Der Treck führt durch Apachengebiet

U.H. Wilken

Als die Soldaten irgendwo in den Bergen waren, griff er in der Dämmerstunde das Fort an.

Auf keuchenden Pferden hetzten sie heran und drangen ins Fort ein, ritten ihre steten Runden auf dem großen Platz und schossen schrill schreiend.

Hoch wirbelte die riesige Staubwolke aus dem Fort empor und hüllte die Palisaden ein.

Als der Morgen kam, waren die Apachen verschwunden.

Die Gefallenen hatten sie mitgenommen. Im Fort ging die Flagge auf Halbmast. Die Stunde der Toten hatte begonnen.

Voll verbissener Wut kauerten die Soldaten hinter den Deckungen der Palisaden und starrten sich die Augen aus nach den Apachen – doch kein einziger Krieger kam.

Noch immer ritt die Patrouille ahnungslos durch das heiße Land. Sie suchte die Apachen, die spurlos verschwunden waren.

Nicht weit von Fort Bliss lag El Paso del Norte.

Und ein Siedlertreck war unterwegs nach El Paso. Die Männer und Frauen ahnten nicht, daß in der letzten Nacht so manche Soldaten und Apachen in einem sinnlosen Kampf gefallen waren.

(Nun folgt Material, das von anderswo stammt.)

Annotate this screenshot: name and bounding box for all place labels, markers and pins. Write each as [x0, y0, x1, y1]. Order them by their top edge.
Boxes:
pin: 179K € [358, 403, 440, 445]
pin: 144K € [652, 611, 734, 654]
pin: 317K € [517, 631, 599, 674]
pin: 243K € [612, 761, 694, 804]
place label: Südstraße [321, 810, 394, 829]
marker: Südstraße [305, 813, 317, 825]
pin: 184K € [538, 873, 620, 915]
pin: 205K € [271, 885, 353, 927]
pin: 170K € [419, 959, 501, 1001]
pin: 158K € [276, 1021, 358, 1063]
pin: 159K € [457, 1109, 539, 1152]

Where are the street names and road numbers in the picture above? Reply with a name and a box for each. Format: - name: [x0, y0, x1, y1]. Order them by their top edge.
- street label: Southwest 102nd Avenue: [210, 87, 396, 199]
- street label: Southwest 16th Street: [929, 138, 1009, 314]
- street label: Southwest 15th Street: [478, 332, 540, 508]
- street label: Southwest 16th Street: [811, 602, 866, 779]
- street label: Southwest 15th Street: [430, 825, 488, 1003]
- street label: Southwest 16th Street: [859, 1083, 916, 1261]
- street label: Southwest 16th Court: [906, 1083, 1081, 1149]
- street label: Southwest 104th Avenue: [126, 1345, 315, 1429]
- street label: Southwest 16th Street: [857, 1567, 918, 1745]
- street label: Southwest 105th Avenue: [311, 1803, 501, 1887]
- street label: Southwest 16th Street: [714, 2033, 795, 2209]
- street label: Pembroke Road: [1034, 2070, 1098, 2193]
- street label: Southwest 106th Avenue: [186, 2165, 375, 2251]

Doch niemand zählte in diesem Land die Toten. Auf beiden Seiten nicht.

Und der Treck zog vorbei an namenlosen Gräbern.

Meile um Meile zogen die Gespanne die schwerbeladenen Wagen. Oben hockten Frauen und Kinder. Männer ritten nebenher. Und den Wagen, wohl zweihundert Yards voraus, ritt ein großer und erfahrener Mann.

Gun Dodson.

Dodson wußte, was vor ihnen lag. Die Verantwortung für diesen Treck lastete schwer auf ihm, doch er war ein Mann, der sich der Verantwortung und der Pflicht niemals entziehen würde.

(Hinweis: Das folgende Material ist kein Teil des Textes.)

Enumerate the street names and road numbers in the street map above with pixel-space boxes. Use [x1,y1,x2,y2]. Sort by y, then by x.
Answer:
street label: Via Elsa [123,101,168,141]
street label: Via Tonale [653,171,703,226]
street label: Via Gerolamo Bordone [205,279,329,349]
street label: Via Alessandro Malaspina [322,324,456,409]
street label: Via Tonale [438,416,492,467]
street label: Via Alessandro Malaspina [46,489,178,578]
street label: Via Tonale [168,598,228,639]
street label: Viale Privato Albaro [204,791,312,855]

»Vorwärts?« schrie er heiser zurück. »Schneller! Wir haben es bald geschafft!«

Wo waren die Indianer? Siehst du sie, Gun Dodson? Du bist mißtrauisch wie ein alter Wolf, der schon mal in eine Falle geraten war. Du witterst die Apachen und kannst den Namen Cochise nicht vergessen. Dabei kennst du ihn nicht und hast ihn auch noch niemals gesehen. Aber es gibt schreckliche Dinge an den Lagerfeuern zu erzählen. Männer, Frauen und Kinder soll er umgebracht haben. Und jetzt bist du mit all diesen Leuten unterwegs, Gun Dodson.

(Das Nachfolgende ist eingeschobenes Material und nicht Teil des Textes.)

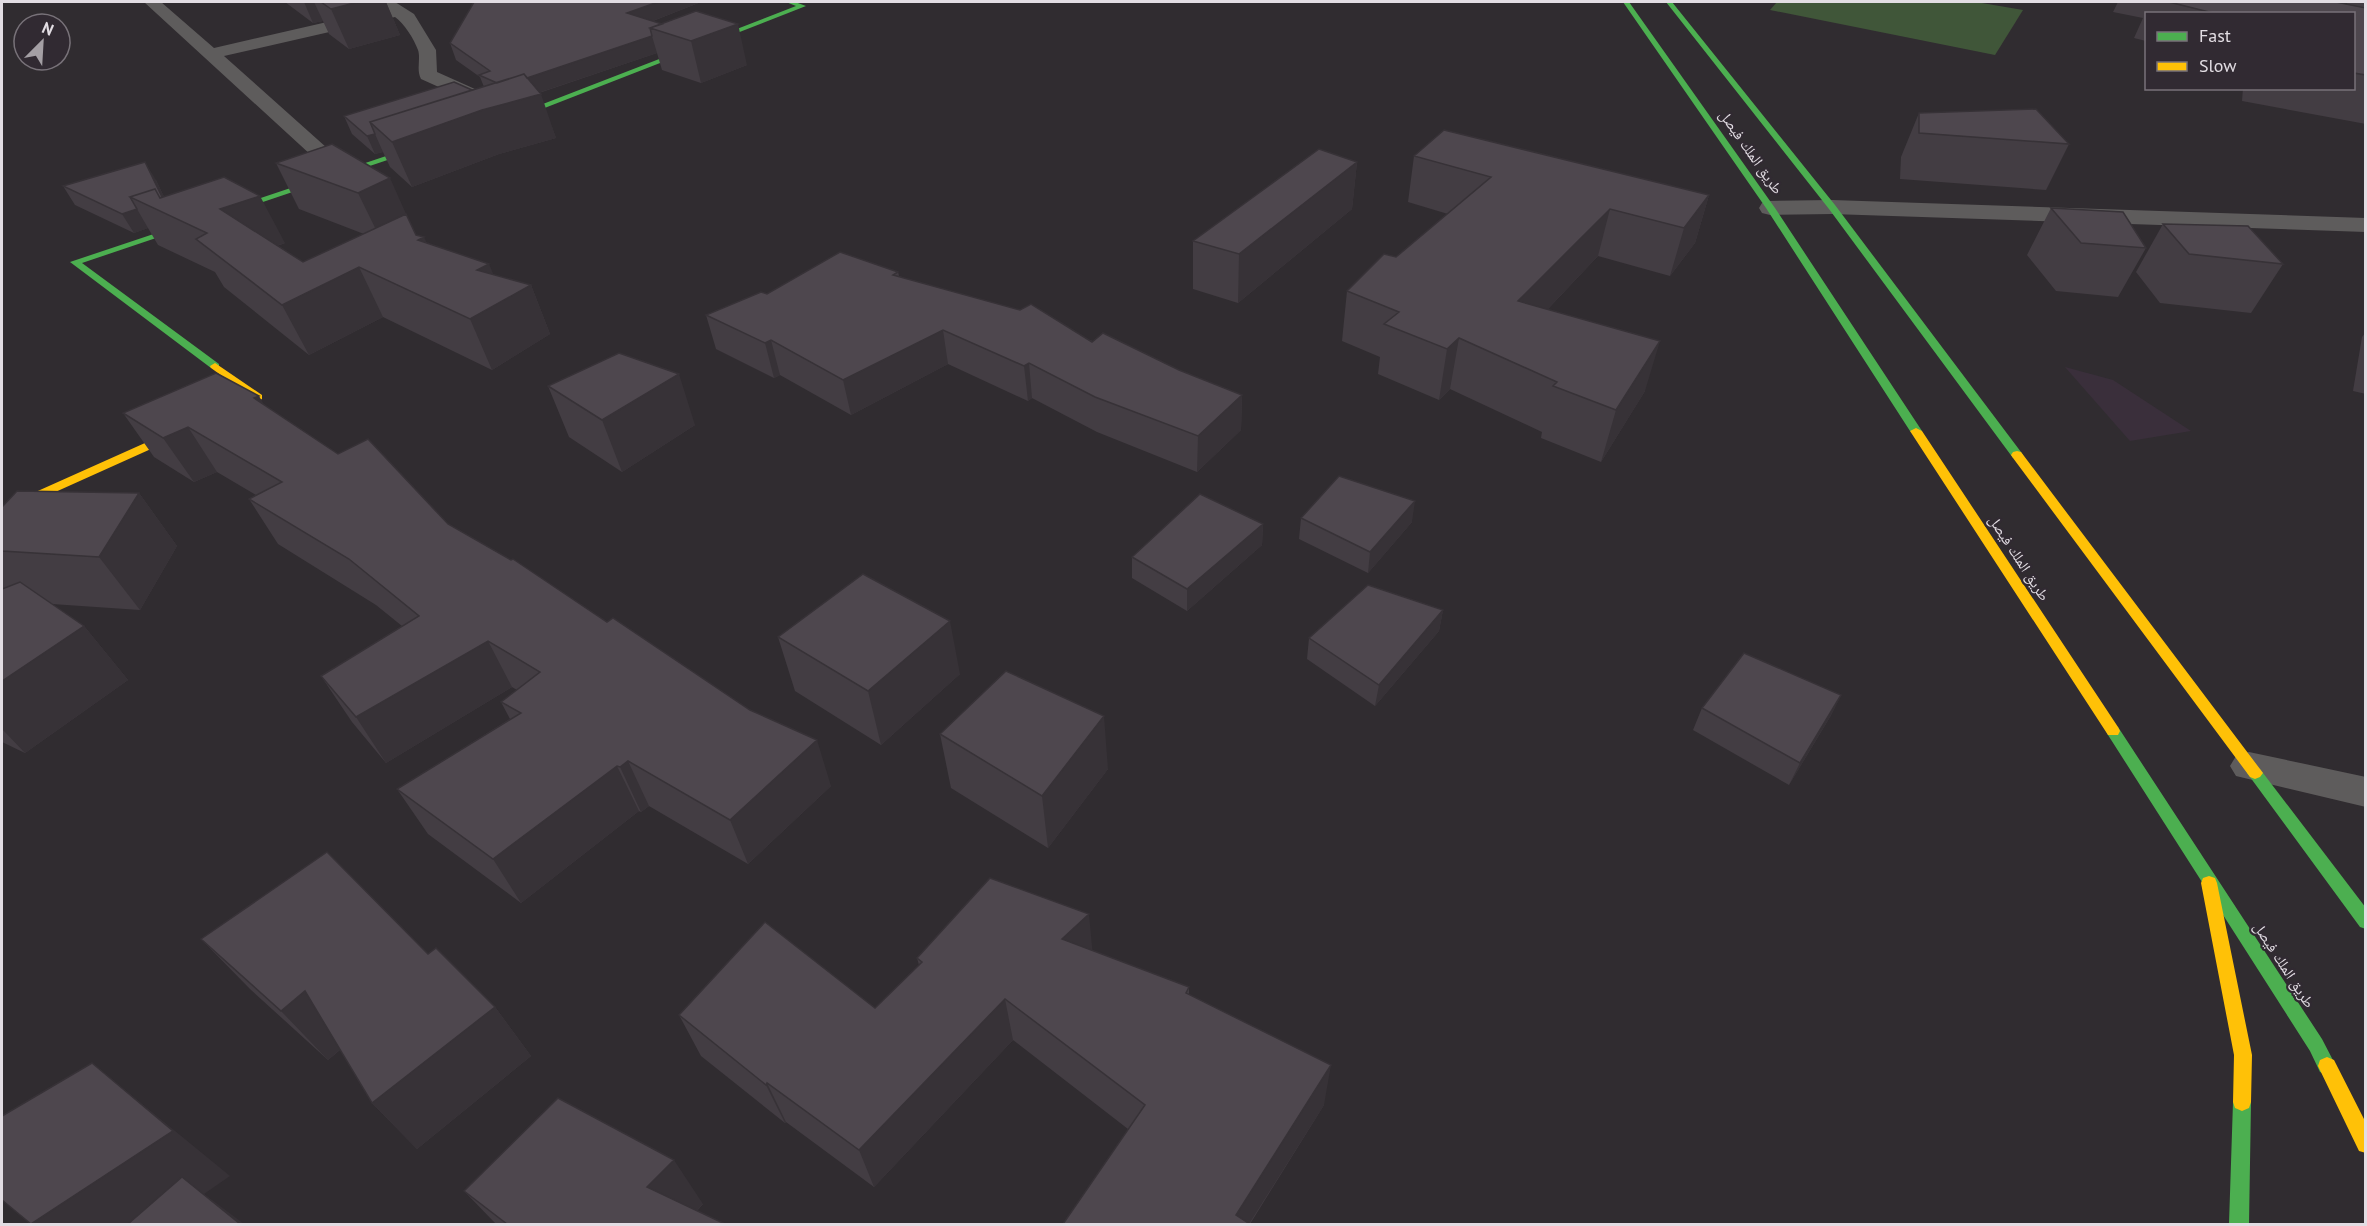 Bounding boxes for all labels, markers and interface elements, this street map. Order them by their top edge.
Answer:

Es war ein heißer, trockener Tag, der das Atmen zur Qual machte, als Gun Dodson die kleine Stadt zum erstenmal sah. Er schrie die Kunde nach hinten, und die Siedler kamen herangeritten. Sie saßen nicht gut im Sattel, aber das war nicht wichtig. Wichtig allein war, daß sie schießen und auch treffen konnten. Bisher war es zu keinen großen Kämpfen gekommen.

»El Paso«, sagte Dodson und streckte den Arm aus. »Wir sind da, Männer.«

El Paso lag unter flimmernder Luft und erwartete sie mit Wasser, Schatten und Ruhe.

Und sie fuhren hinunter…

*

Gun Dodson ließ die Schöpfkelle in den Kaffeekübel sinken und entfernte sich mit dem Blechbecher in der Linken aus dem Feuerkreis. Er sah nicht zurück, wo die schweren Wagen zu einer Wagenburg zusammengefahren worden waren und wo die Männer und Frauen ihr karges Mahl einnahmen.

Er lehnte sich an die noch warme Wand eines Adobehauses und trank langsam. Vor ihm lag die schäbige und staubige Straße von El Paso del Norte. Lautlos war die Nacht über das Grenzland gefallen. Aus den Häusern sickerte gelber Lichtschein.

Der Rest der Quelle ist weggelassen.